[REQUIREMENT]:
Which lines below fall between the one containing "position:absolute; width:18px; height:18px;" and the one containing "M260 157H266V164L260 163Z"? Repeat them exactly, counting both of those lines, and add nothing else.

[PROVIDED RECORDS]:
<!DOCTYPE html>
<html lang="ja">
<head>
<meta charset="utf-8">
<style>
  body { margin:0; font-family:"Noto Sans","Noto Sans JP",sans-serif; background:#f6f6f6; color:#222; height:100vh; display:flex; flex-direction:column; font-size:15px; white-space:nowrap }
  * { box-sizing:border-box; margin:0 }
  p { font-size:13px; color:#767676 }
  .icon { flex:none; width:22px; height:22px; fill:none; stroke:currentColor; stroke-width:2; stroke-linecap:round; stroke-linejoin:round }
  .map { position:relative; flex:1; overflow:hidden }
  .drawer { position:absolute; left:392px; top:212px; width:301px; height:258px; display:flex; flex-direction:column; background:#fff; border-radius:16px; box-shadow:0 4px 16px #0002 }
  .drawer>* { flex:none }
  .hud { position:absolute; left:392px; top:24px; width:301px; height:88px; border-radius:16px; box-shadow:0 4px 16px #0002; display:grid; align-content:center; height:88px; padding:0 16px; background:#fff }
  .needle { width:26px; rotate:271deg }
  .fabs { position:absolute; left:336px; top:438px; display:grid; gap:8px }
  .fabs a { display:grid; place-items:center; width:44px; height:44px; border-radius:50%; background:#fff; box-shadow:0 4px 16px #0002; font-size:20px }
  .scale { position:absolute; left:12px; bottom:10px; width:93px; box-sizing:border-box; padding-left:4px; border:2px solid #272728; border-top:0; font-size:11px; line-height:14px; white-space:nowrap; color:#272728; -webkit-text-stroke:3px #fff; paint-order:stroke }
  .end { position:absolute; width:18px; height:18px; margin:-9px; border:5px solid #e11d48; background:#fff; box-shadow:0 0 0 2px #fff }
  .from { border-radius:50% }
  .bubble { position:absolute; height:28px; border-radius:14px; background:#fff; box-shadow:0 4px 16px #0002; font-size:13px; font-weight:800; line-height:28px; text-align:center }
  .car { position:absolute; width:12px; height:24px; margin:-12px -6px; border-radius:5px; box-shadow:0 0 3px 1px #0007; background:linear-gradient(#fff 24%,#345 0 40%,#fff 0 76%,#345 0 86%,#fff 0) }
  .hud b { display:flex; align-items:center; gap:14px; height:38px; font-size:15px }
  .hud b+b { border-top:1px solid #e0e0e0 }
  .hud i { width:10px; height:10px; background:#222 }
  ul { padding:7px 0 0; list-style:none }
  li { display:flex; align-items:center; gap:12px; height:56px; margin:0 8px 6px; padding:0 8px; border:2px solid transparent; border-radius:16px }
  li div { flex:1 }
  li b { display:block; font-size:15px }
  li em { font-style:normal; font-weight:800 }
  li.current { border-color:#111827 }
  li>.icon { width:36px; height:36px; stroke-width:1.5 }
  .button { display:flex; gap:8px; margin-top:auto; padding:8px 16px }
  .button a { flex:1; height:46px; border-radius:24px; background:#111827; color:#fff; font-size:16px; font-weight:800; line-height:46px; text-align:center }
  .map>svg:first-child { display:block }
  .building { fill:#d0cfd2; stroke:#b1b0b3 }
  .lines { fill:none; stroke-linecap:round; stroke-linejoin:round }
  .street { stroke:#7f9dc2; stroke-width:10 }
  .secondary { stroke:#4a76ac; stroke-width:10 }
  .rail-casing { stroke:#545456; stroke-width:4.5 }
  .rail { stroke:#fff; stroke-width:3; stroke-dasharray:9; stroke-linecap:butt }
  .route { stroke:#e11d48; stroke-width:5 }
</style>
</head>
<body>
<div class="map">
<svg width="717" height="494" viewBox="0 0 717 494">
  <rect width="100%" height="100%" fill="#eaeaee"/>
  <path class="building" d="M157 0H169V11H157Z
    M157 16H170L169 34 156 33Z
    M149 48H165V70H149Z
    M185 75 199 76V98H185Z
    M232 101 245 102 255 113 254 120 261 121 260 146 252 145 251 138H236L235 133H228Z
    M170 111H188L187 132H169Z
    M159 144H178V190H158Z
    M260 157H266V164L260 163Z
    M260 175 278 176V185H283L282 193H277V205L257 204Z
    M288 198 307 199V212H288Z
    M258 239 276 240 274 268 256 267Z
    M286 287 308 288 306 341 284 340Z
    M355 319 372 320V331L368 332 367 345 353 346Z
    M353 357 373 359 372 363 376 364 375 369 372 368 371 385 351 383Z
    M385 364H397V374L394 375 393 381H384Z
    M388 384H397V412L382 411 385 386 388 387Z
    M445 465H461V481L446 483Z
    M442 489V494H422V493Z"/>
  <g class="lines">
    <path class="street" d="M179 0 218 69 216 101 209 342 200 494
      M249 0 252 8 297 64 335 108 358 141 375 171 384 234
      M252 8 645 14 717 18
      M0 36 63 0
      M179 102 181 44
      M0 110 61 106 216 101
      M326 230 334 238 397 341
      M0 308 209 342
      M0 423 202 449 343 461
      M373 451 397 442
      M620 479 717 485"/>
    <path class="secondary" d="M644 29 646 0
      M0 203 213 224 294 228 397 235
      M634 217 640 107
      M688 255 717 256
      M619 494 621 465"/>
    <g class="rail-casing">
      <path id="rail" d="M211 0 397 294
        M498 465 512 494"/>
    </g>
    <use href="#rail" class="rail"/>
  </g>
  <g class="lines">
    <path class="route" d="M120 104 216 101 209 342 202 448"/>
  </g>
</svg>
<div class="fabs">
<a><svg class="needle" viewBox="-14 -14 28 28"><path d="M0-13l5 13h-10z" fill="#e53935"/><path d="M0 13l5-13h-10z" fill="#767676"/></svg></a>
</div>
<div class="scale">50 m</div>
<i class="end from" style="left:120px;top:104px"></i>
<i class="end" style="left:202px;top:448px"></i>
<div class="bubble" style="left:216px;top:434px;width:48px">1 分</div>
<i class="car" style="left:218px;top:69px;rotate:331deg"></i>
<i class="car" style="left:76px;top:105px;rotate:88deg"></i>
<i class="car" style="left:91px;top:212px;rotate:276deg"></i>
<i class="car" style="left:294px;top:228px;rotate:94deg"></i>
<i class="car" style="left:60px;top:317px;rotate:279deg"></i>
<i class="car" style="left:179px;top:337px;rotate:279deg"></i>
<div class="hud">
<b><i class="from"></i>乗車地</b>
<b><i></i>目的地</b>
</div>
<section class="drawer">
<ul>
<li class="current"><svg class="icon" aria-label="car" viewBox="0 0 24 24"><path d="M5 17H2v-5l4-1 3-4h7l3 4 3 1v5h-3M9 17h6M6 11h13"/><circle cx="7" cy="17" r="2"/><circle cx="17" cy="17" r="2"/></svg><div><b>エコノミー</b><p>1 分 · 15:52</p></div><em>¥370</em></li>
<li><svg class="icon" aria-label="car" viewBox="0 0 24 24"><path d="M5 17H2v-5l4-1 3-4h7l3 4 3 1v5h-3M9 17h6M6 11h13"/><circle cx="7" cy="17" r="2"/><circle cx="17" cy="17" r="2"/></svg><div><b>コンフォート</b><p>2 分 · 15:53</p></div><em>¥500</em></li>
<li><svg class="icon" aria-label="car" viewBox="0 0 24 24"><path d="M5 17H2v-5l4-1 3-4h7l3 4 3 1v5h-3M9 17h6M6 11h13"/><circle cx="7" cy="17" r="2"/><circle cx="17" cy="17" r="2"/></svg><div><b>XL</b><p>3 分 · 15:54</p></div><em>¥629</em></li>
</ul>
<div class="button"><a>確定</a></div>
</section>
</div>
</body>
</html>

[RESPONSE]:
  .end { position:absolute; width:18px; height:18px; margin:-9px; border:5px solid #e11d48; background:#fff; box-shadow:0 0 0 2px #fff }
  .from { border-radius:50% }
  .bubble { position:absolute; height:28px; border-radius:14px; background:#fff; box-shadow:0 4px 16px #0002; font-size:13px; font-weight:800; line-height:28px; text-align:center }
  .car { position:absolute; width:12px; height:24px; margin:-12px -6px; border-radius:5px; box-shadow:0 0 3px 1px #0007; background:linear-gradient(#fff 24%,#345 0 40%,#fff 0 76%,#345 0 86%,#fff 0) }
  .hud b { display:flex; align-items:center; gap:14px; height:38px; font-size:15px }
  .hud b+b { border-top:1px solid #e0e0e0 }
  .hud i { width:10px; height:10px; background:#222 }
  ul { padding:7px 0 0; list-style:none }
  li { display:flex; align-items:center; gap:12px; height:56px; margin:0 8px 6px; padding:0 8px; border:2px solid transparent; border-radius:16px }
  li div { flex:1 }
  li b { display:block; font-size:15px }
  li em { font-style:normal; font-weight:800 }
  li.current { border-color:#111827 }
  li>.icon { width:36px; height:36px; stroke-width:1.5 }
  .button { display:flex; gap:8px; margin-top:auto; padding:8px 16px }
  .button a { flex:1; height:46px; border-radius:24px; background:#111827; color:#fff; font-size:16px; font-weight:800; line-height:46px; text-align:center }
  .map>svg:first-child { display:block }
  .building { fill:#d0cfd2; stroke:#b1b0b3 }
  .lines { fill:none; stroke-linecap:round; stroke-linejoin:round }
  .street { stroke:#7f9dc2; stroke-width:10 }
  .secondary { stroke:#4a76ac; stroke-width:10 }
  .rail-casing { stroke:#545456; stroke-width:4.5 }
  .rail { stroke:#fff; stroke-width:3; stroke-dasharray:9; stroke-linecap:butt }
  .route { stroke:#e11d48; stroke-width:5 }
</style>
</head>
<body>
<div class="map">
<svg width="717" height="494" viewBox="0 0 717 494">
  <rect width="100%" height="100%" fill="#eaeaee"/>
  <path class="building" d="M157 0H169V11H157Z
    M157 16H170L169 34 156 33Z
    M149 48H165V70H149Z
    M185 75 199 76V98H185Z
    M232 101 245 102 255 113 254 120 261 121 260 146 252 145 251 138H236L235 133H228Z
    M170 111H188L187 132H169Z
    M159 144H178V190H158Z
    M260 157H266V164L260 163Z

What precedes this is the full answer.